Criança é internada com suspeita de contaminação por detergente Ypê

Produto utilizado pertence a lote sob investigação da Anvisa, mas relação direta ainda não foi confirmada

Uma criança foi internada com suspeita de contaminação após contato com detergente Ypê em Natal (RN), em um caso que passou a ser investigado pelas autoridades de saúde e reacendeu o alerta sobre produtos sob análise sanitária no país.

De acordo com a Secretaria de Estado da Saúde Pública do Rio Grande do Norte (Sesap), a criança foi inicialmente atendida na UPA de Pajuçara e, posteriormente, transferida para o Hospital Infantil Varela Santiago, onde segue sob acompanhamento especializado.
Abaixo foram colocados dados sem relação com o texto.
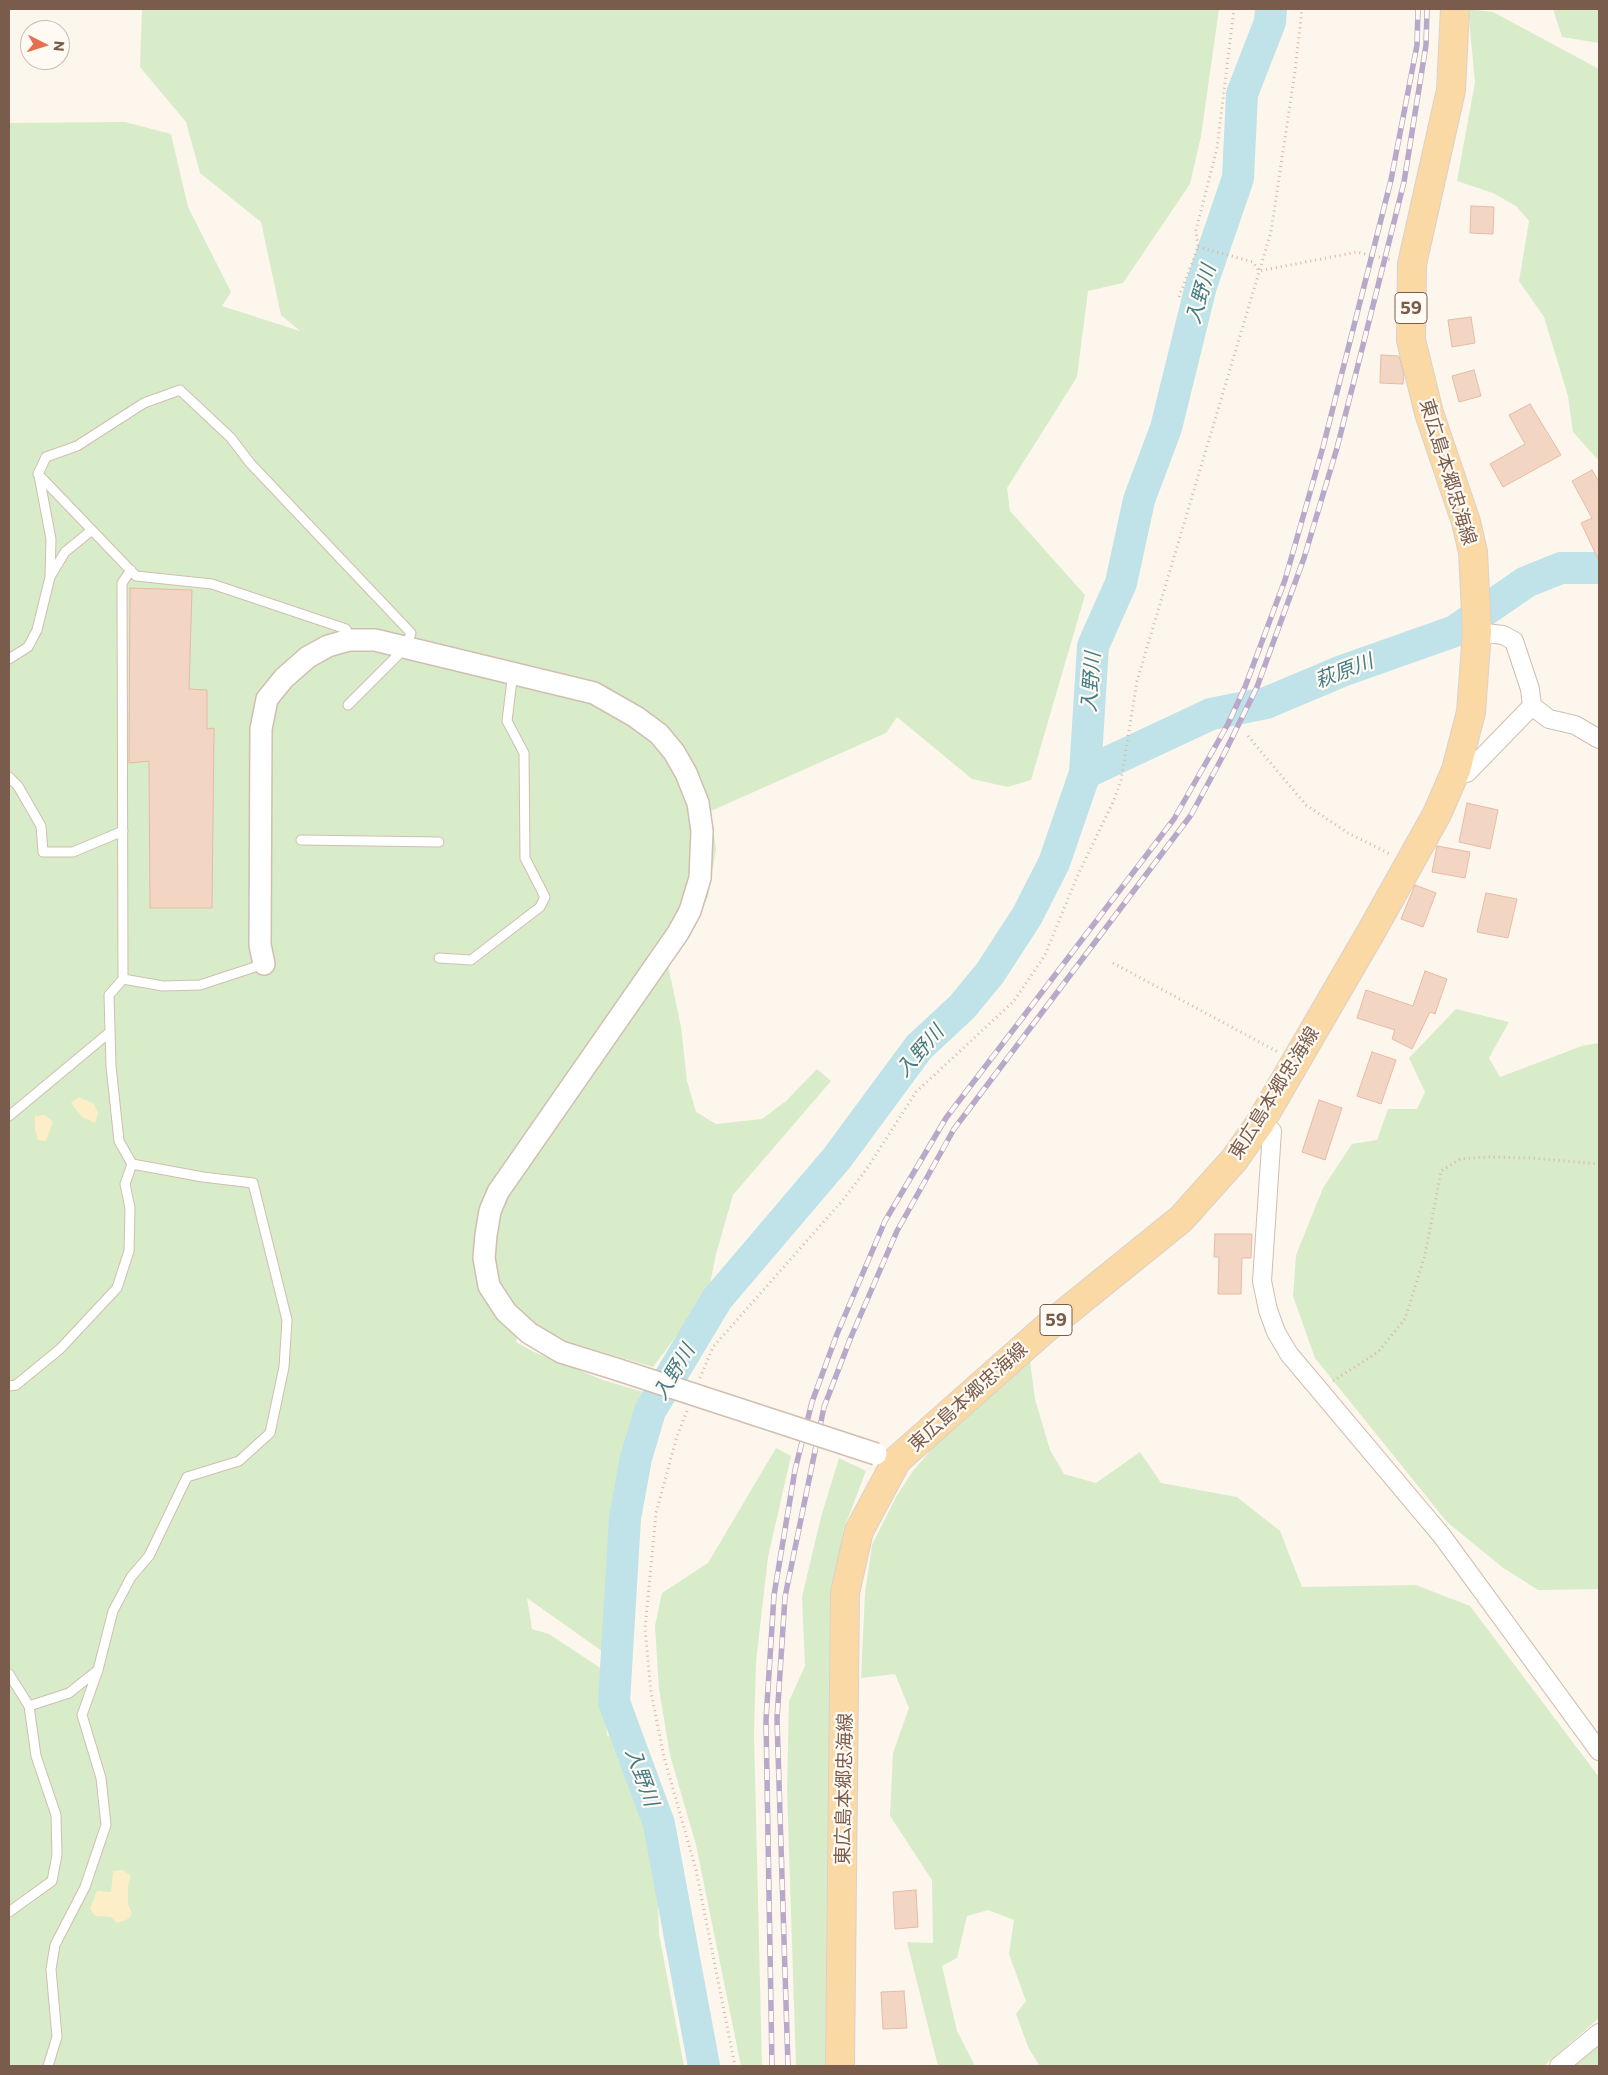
<!DOCTYPE html>
<meta charset="utf-8">
<style>
body{margin:0}
#map{position:relative;width:1608px;height:2075px;overflow:hidden;background:#fdf6ec;font-family:Commissioner,sans-serif}
canvas{display:block}
.frame{position:absolute;inset:0;border:10px solid #7a5c4d;pointer-events:none}
.north{position:absolute;left:20px;top:20px;width:50px;height:50px;box-sizing:border-box;background:#fffaf3;border:1px solid #cabbb1;border-radius:50%;rotate:95deg;font-size:14px;font-weight:700;line-height:20px;text-align:center;color:#7a5c4d}
.north::after{content:'';display:block;margin:auto;width:18px;height:22px;background:#e76f51;clip-path:polygon(50% 0,100% 100%,50% 72%,0 100%)}
</style>
<div id="map">
<canvas width="1608" height="2075"></canvas>
<div class="frame"></div>
<div class="north">N</div>
</div>
<script>
const ctx = document.querySelector('canvas').getContext('2d');
ctx.lineJoin = 'round';
function paint(path, color) {
  ctx.fillStyle = color;
  ctx.fill(path, 'evenodd');
}
function toPath(rows) {
  const path = new Path2D();
  for (const r of rows) {
    path.moveTo(r[0], r[1]);
    for (let i = 2; i < r.length; i += 2) path.lineTo(r[i], r[i + 1]);
  }
  return path;
}
function trace(path, color, width, dash) {
  ctx.strokeStyle = color;
  ctx.lineWidth = width;
  ctx.lineCap = dash ? 'butt' : 'round';
  ctx.setLineDash(dash || []);
  ctx.stroke(path);
}
function drawText(font, color, halo, rows, align = 'center') {
  ctx.font = font + ' Commissioner,"Noto Sans JP",sans-serif';
  ctx.lineWidth = 4.5;
  ctx.setLineDash([]);
  ctx.textBaseline = 'middle';
  ctx.strokeStyle = halo;
  ctx.fillStyle = color;
  for (const [text, x, y, turn = 0] of rows) {
    ctx.save();
    ctx.translate(x, y);
    ctx.rotate((+turn || 0) * Math.PI / 180);
    ctx.textAlign = isNaN(turn) ? turn : align;
    if (halo) ctx.strokeText(text, 0, 0);
    ctx.fillText(text, 0, 0);
    ctx.restore();
  }
}
paint(toPath([
 [142,9,1219,9,1201,136,1190,184,1123,283,1088,291,1077,377,1007,488,1010,511,1085,595,1031,780,1008,787,972,779,897,717,886,733,711,811,716,849,708,897,668,965,681,1027,687,1081,696,1112,716,1124,762,1119,786,1101,817,1069,831,1081,733,1195,716,1254,708,1294,653,1367,545,1335,522,1318,516,1342,534,1352,603,1380,650,1394,618,1482,608,1586,606,1654,527,1598,532,1629,549,1634,602,1669,607,1735,627,1748,644,1784,656,1841,659,1934,684,2066,9,2066,9,123,125,122,171,134,188,207,231,292,222,306,300,331,281,315,261,222,200,173,186,122,140,67],
 [1468,9,1493,12,1599,69,1599,461,1573,432,1568,396,1544,317,1519,281,1529,221,1516,206,1493,193,1457,181,1475,82],
 [1553,9,1599,9,1599,43,1562,37],
 [1456,1009,1509,1022,1489,1058,1500,1077,1582,1046,1599,1043,1599,1589,1538,1590,1502,1567,1447,1522,1315,1358,1293,1296,1296,1255,1323,1188,1352,1144,1377,1140,1388,1109,1417,1109,1425,1092,1409,1058],
 [1030,1361,1035,1399,1050,1450,1064,1474,1096,1483,1140,1452,1161,1483,1237,1497,1280,1531,1302,1587,1416,1585,1470,1606,1599,1777,1599,2018,1544,2066,1040,2066,1029,2049,1016,2014,1026,2001,1009,1954,1014,1920,988,1910,967,1916,957,1958,942,1966,957,2031,975,2066,938,2066,907,1942,933,1943,932,1880,890,1816,893,1753,909,1708,895,1674,861,1678,865,1593,872,1545,896,1497,913,1471,947,1431],
 [776,1448,791,1456,768,1557,756,1662,754,1734,762,2066,741,2066,696,1845,670,1755,659,1689,655,1626,662,1593,708,1563],
 [839,1458,866,1471,843,1531,832,1668,832,2066,796,2066,787,1789,789,1701,805,1666,802,1597,821,1517],
 [1599,2045,1599,2066,1573,2066]
]), '#d8ecc9');
paint(toPath([
 [79,1097,94,1104,98,1113,95,1123,82,1117,71,1103],
 [45,1115,53,1122,46,1141,38,1140,35,1130,35,1116],
 [122,1870,131,1875,128,1885,128,1904,132,1914,128,1919,117,1923,111,1917,95,1916,90,1909,97,1891,111,1892,113,1871]
]), '#fcefc7');
trace(toPath([
 [1085,773,1211,714,1266,703,1342,671,1455,631,1526,582,1561,568,1599,568],
 [704,2066,659,1824,614,1702,625,1518,636,1458,650,1411,717,1299,837,1158,919,1047,962,1007,990,973,1027,916,1054,863,1085,773,1093,646,1121,583,1139,500,1166,428,1201,286,1238,178,1242,94,1270,22,1271,9]
]), '#bfe3e8', 32);
const building = toPath([
 [1471,206,1494,207,1493,234,1470,233,1471,206],
 [1471,317,1475,343,1452,347,1448,320,1471,317],
 [1381,355,1399,356,1404,375,1403,384,1380,383,1381,355],
 [1474,370,1481,396,1459,402,1452,376,1474,370],
 [1530,404,1561,455,1503,487,1490,464,1525,444,1509,415,1530,404],
 [1592,470,1599,482,1599,561,1581,523,1592,518,1572,481,1592,470],
 [130,588,192,590,189,689,207,690,207,729,214,728,212,908,150,908,149,761,129,763,130,588],
 [1467,803,1498,810,1490,849,1459,842,1467,803],
 [1437,846,1470,852,1465,878,1432,872,1437,846],
 [1415,885,1436,893,1423,927,1401,919,1415,885],
 [1486,893,1517,899,1508,938,1477,932,1486,893],
 [1425,971,1447,979,1435,1014,1430,1012,1412,1049,1392,1039,1395,1030,1357,1018,1366,990,1413,1006,1425,971],
 [1372,1052,1396,1060,1381,1104,1357,1096,1372,1052],
 [1319,1100,1342,1108,1325,1160,1302,1152,1319,1100],
 [1215,1234,1252,1234,1251,1258,1242,1258,1241,1294,1218,1294,1219,1257,1214,1257,1215,1234],
 [916,1890,918,1927,895,1929,893,1892,916,1890],
 [904,1991,907,2028,883,2029,881,1992,904,1991]
]);
paint(building, '#f3d5c3');
trace(building, '#e6bba3', 1);
const service = toPath([
 [39,476,51,539,50,577],
 [131,570,122,583,123,979,163,986,200,985,264,964],
 [9,659,28,647,37,630,50,577,65,552,92,530],
 [348,705,406,647,411,633,250,463,231,438,180,390,144,403,77,446,46,457,38,474,136,576,212,584,346,629,349,640],
 [9,777,18,786,41,826,43,852,73,852,123,831],
 [301,840,439,842],
 [439,958,471,960,540,907,545,897,525,858,524,753,507,721,513,672],
 [9,1116,110,1032],
 [9,1386,16,1385,60,1349,117,1288,129,1251,130,1208,125,1184,132,1164],
 [9,1674,29,1706],
 [9,1912,52,1881,57,1855,56,1815,36,1756,29,1706,69,1693,98,1670],
 [48,2066,57,2037,51,1969,55,1945,85,1887,106,1825,101,1778,82,1715,98,1670,113,1611,131,1577,149,1556,187,1477,239,1461,270,1433,284,1367,287,1320,253,1183,203,1177,132,1164,119,1141,111,1066,109,995,123,979]
]);
const minor = toPath([
 [1477,632,1503,635,1514,641,1530,689,1532,706,1549,719,1575,725,1599,739],
 [1456,770,1467,773,1532,706],
 [1260,1123,1272,1131,1262,1281,1268,1310,1276,1332,1289,1354,1442,1536,1599,1751],
 [1559,2066,1599,2033]
]);
const tertiary = toPath([
 [264,964,260,945,261,729,267,699,284,678,308,657,328,646,349,640,375,640,594,693,636,717,659,734,674,752,686,773,698,803,702,831,700,878,690,911,678,933,498,1192,490,1211,486,1235,484,1258,489,1286,506,1312,529,1333,561,1352,616,1369]
]);
const primary = toPath([
 [840,2066,845,1593,859,1531,897,1460,1045,1329,1181,1219,1234,1160,1260,1123,1371,932,1437,814,1456,770,1471,712,1477,632,1473,552,1466,522,1429,413,1411,340,1412,264,1451,90,1455,9]
]);
trace(service, '#d1beb0', 11);
trace(minor, '#d1beb0', 20);
trace(tertiary, '#d1beb0', 24);
trace(primary, '#dad1cd', 30);
trace(toPath([
 [1198,247,1253,262,1259,271,1357,252,1392,260],
 [1179,297,1198,247,1196,230,1217,148,1234,9],
 [1248,736,1306,805,1348,833,1390,854],
 [1113,963,1278,1052],
 [700,1378,713,1347,843,1200,868,1167,916,1092,1014,1001,1045,955,1077,877,1114,800,1121,780,1137,681,1271,232,1295,71,1302,9],
 [1333,1381,1378,1352,1405,1319,1425,1255,1441,1171,1460,1159,1487,1157,1532,1158,1599,1164],
 [687,1411,677,1436,656,1513,645,1629,651,1692,664,1757,696,1870,735,2066]
]), '#d9b8a5', 3, [1, 4]);
trace(service, '#fff', 9);
trace(minor, '#fff', 18);
trace(tertiary, '#fff', 21);
trace(primary, '#fbd9a5', 28);
const rail = toPath([
 [772,2066,766,1720,774,1595,795,1470,812,1402,837,1334,885,1221,946,1118,1174,819,1228,724,1245,687,1285,580,1323,447,1372,255,1391,180,1417,45,1418,9],
 [788,2066,777,1719,785,1597,824,1407,851,1337,897,1231,954,1129,1191,815,1224,754,1257,687,1304,558,1337,448,1385,258,1404,182,1426,45,1427,9]
]);
trace(rail, '#b9a8c9', 5.5);
trace(rail, '#fffaf3', 4, [11]);
const tertiaryBridge = toPath([
 [616,1369,876,1454]
]);
trace(tertiaryBridge, '#d1beb0', 24, []);
trace(tertiaryBridge, '#fff', 21);
for (const [x, y, w] of [
 [1411,308,32],
 [1056,1320,32]
]) {
  const box = new Path2D();
  box.roundRect(x - w / 2, y - 15.5, w, 31, 4);
  ctx.fillStyle = '#fffaf3';
  ctx.fill(box);
  trace(box, '#7a5c4d', 1);
}
drawText('bold 18px', '#7a5c4d', null, [
 ["59",1411,308],
 ["59",1056,1320]
]);
drawText('19px', '#7a5c4d', '#fffaf3', [
 ["東広島本郷忠海線",1448,472,73],
 ["東広島本郷忠海線",1274,1093,-58],
 ["東広島本郷忠海線",968,1397,-42],
 ["東広島本郷忠海線",844,1789,-89]
]);
drawText('italic 20px', '#437c86', '#fffaf3', [
 ["入野川",1201,294,-74],
 ["萩原川",1344,671,-21],
 ["入野川",1091,682,-86],
 ["入野川",920,1051,-49],
 ["入野川",674,1372,-59],
 ["入野川",642,1777,70]
]);
</script>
A família apresentou às autoridades um frasco de detergente da Ypê com numeração final 1, exatamente o grupo de lotes que teve:

  • recolhimento determinado pela Anvisa
  • produção e comercialização suspensas
  • risco potencial de contaminação microbiológica apontado

A medida foi tomada após inspeção que identificou falhas em etapas críticas do processo produtivo, com possibilidade de presença de microrganismos nos produtos.

Segundo relato de familiares, a criança apresentou manchas na pele no mesmo dia em que entrou em contato com o produto. O quadro evoluiu e motivou a busca por atendimento médico.

Apesar da associação feita pela família, não há confirmação de que o detergente tenha causado a contaminação. O caso segue sob investigação da vigilância epidemiológica, que aguarda resultados de exames laboratoriais.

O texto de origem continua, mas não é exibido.